So let's get started. We'll look at two poems by Joy Harjo, a poet and jazz musician who is an enrolled member of the Muscogee (Creek) Indian tribe.

'Eagle Poem.' When was interviewed on Jim Leherer's TV news show, she recited "Eagle Poem," considered one of her best. Click here to follow the words. (She leaves out part of the poem. She's on TV, after all, and TV viewers have short attention spans. Right?) Then we hear some of her music, and she talks some more about her art.

Here's what's going on in "Eagle Poem." Harjo looks up in the sky and sees an eagle riding a thermal, circling around up in the sky. It fills her with awe. It's like praying. That's it. Simple. Direct and to the point.

Some things to think about, then write two or three paragraphs in answer. Eagles are messengers of God in her tradition. Kind of like angels in traditional Christianity. Does that work for you? And she prays by opening herself to nature, "[t]o sky, to earth, to sun, to moon." Can you see praying that way? Do you tend, like so many of us, to put religion and poetry in different "boxes?" What about religion and art in general? Think about different churches you may have attended, differences in visual art like paintings, sculpture, stained glass, etc., the different styles of music in different services. What's the same? What's different? How do you respond to a poem that's written by somebody who is obviously getting in touch with values from another culture that we may not share? Or are there values there that we all share, even if we express them differently?

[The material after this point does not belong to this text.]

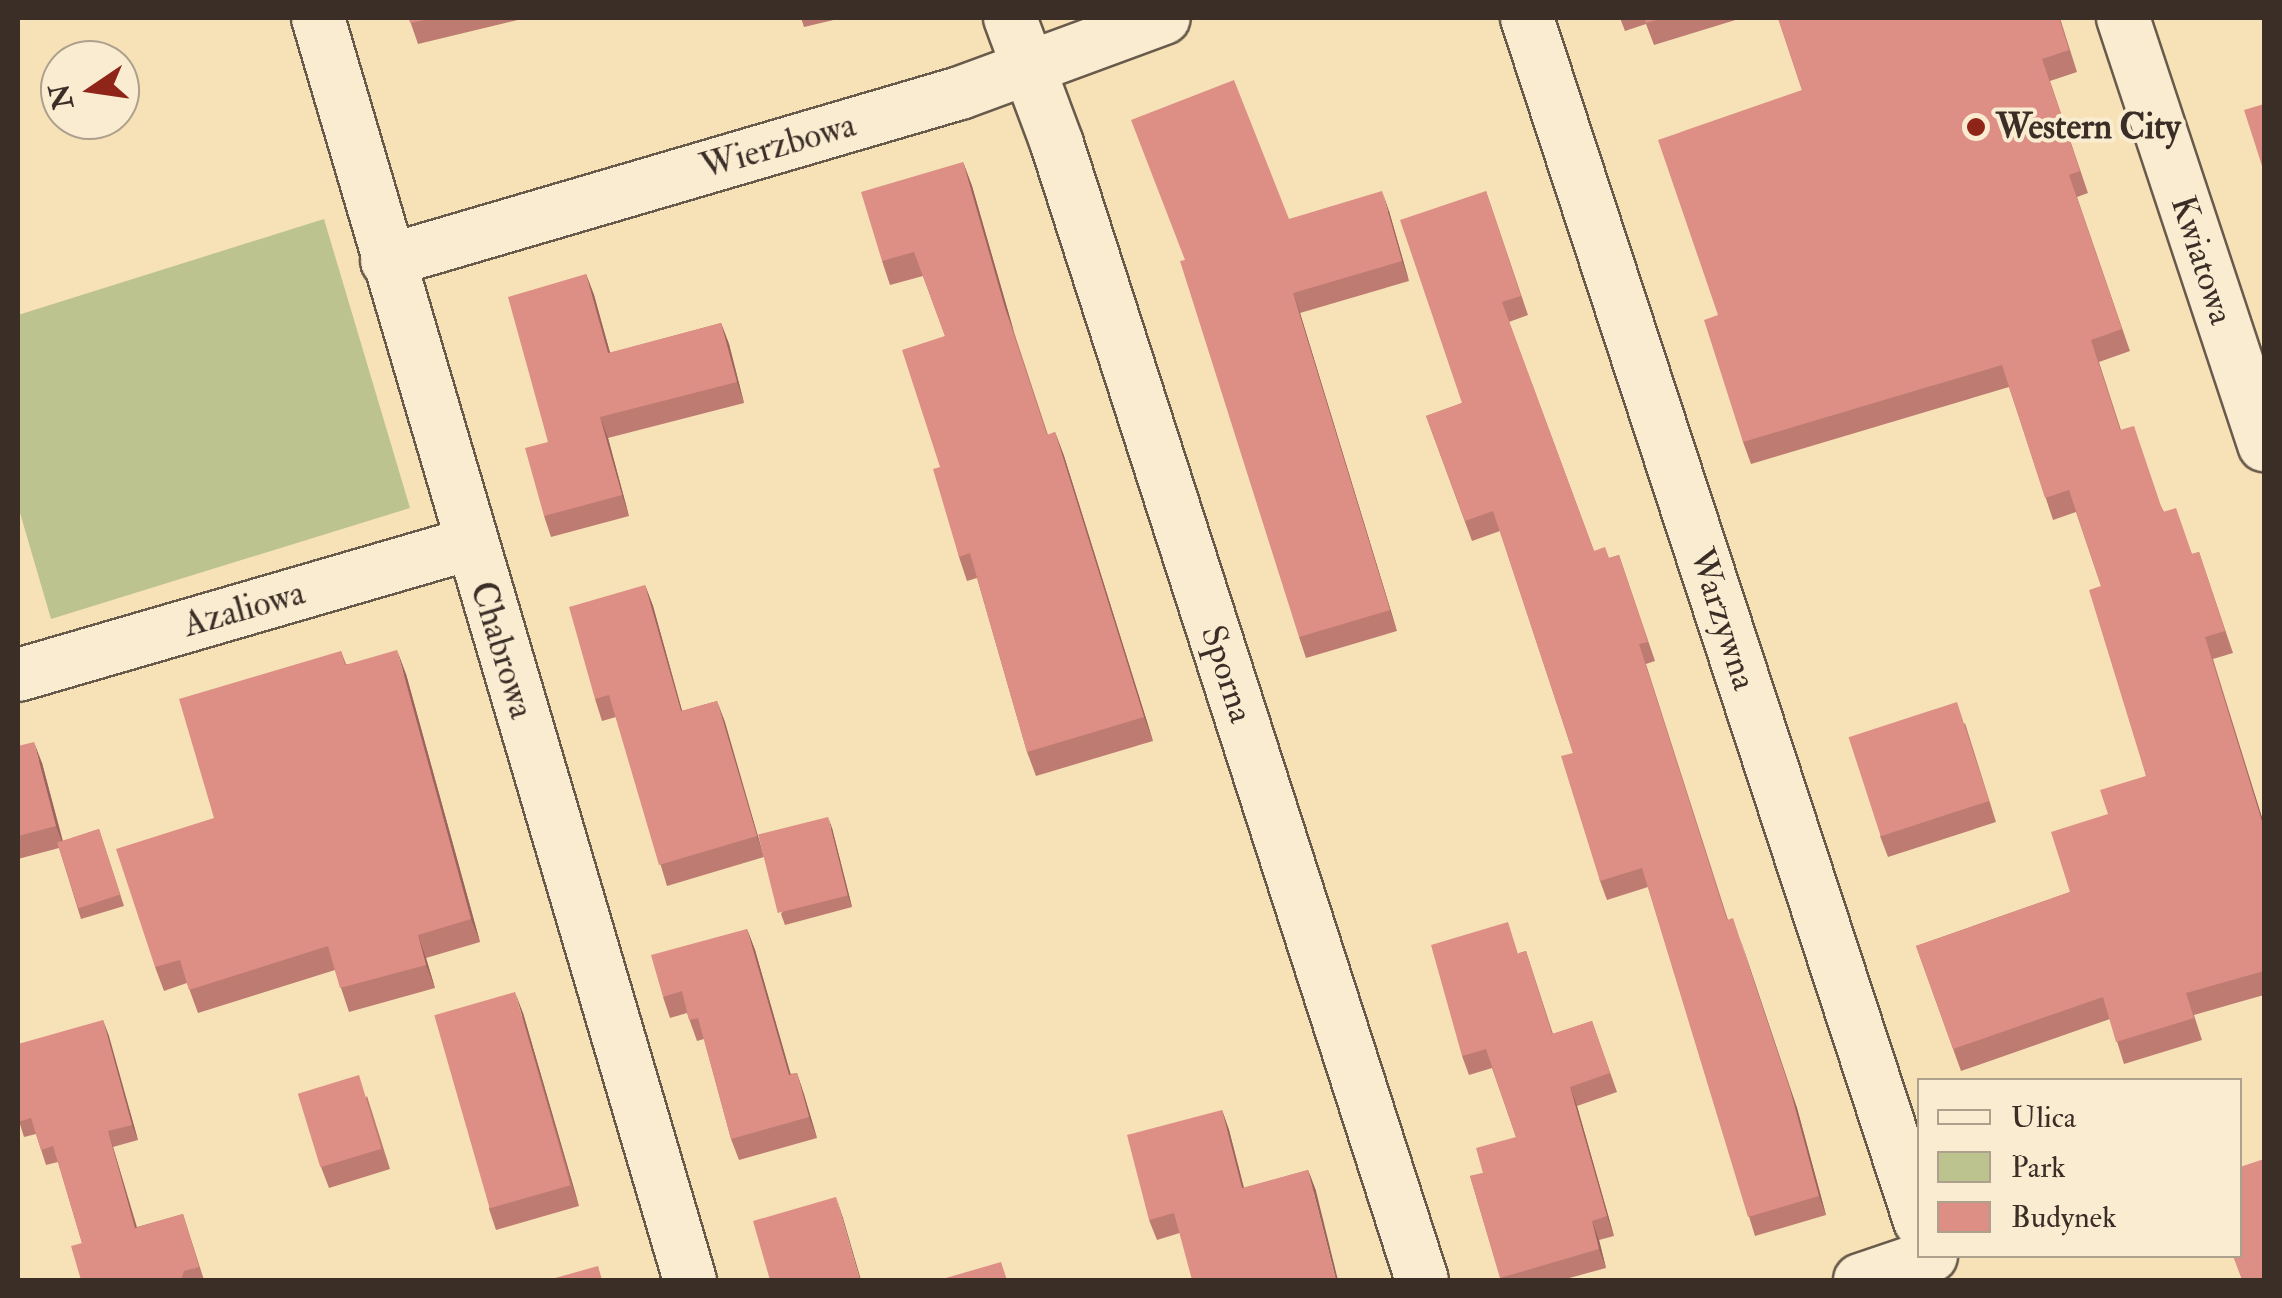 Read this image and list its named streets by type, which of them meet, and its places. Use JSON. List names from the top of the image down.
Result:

'Remember.' Another of Harjo's most popular poems is called "Remember." There are two versions on the World Wide Web, one with musical background and one with Webtext explanations by Virginia Commonwealth University student Kellie Cruz. Here's a passage I like:
Remember the sky that you were born under,
know each of the star's stories.
Remember the moon, know who she is. I met her
in a bar once in Iowa City.
What do you make of that? (Personal disclosure: I've never been in a bar in Iowa City, but I used to go to Gonzo's in Davenport. I never saw the moon there!) When she was interviewed by Jim Leherer, Harjo spoke of taking old things in her poetry, tribal things, and making them new, rejuvenating them. Is that what's going on here? I don't know. What do you think? Here's another line that's sort of like that:
Remember the wind. Remember her voice. She knows the
origin of this universe. I heard her singing Kiowa war
dance songs at the corner of Fourth and Central once.
That's Fourth and Central in Albuquerque, by the way. Here's a picture. It's right downtown. Does it look like the place you'd expect the wind to be singing Native American war dance songs? Where you'd find the origin of the universe?

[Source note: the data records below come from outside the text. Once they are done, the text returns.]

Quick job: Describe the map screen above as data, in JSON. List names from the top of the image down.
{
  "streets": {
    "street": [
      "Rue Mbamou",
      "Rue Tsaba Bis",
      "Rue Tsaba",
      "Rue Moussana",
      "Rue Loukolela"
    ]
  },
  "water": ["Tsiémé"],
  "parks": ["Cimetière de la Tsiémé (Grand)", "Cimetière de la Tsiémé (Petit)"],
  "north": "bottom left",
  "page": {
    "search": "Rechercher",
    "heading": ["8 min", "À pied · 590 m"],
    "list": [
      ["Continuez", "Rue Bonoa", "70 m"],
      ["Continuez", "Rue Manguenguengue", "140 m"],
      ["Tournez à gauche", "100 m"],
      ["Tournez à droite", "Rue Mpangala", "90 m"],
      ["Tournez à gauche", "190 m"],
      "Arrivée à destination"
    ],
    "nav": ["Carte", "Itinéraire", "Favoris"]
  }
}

Re-read both poems. How much in them seems to reflect Harjo's heritage as a member of the Muscogee nation? How much seems universal -- in other words, common to all people -- and how much is a blend of the two? Are there some things about poetry, music -- the arts -- that transcend cultural boundaries? How do we respond to art across cultures?

Your in-class assignment for today: Watch the TV segment with Joy Harjo, listen to her poem, read it over afterward and post a good two or paragraphs (at least two or three sentences each) on your response to Harjo, her poetry and her music. Be specific. Don't be afraid to quote.

Here are some quetions that are designed to get you thinking. Ask yourself these questions:
1. What about this work stands out in my mind?
2. What in my background, values, needs and interests makes me react that way?
3. What specific things in the work trigger that reaction?
We'll ask ourselves variations on these questions all semester. Please note: If you were taught in English class never to say "I" in a paper for school, you're off the hook in this class! There's no way you can write about these questions without saying "I." I guarantee it.

Keep these three questions in the back of your mind. We'll keep coming back to them.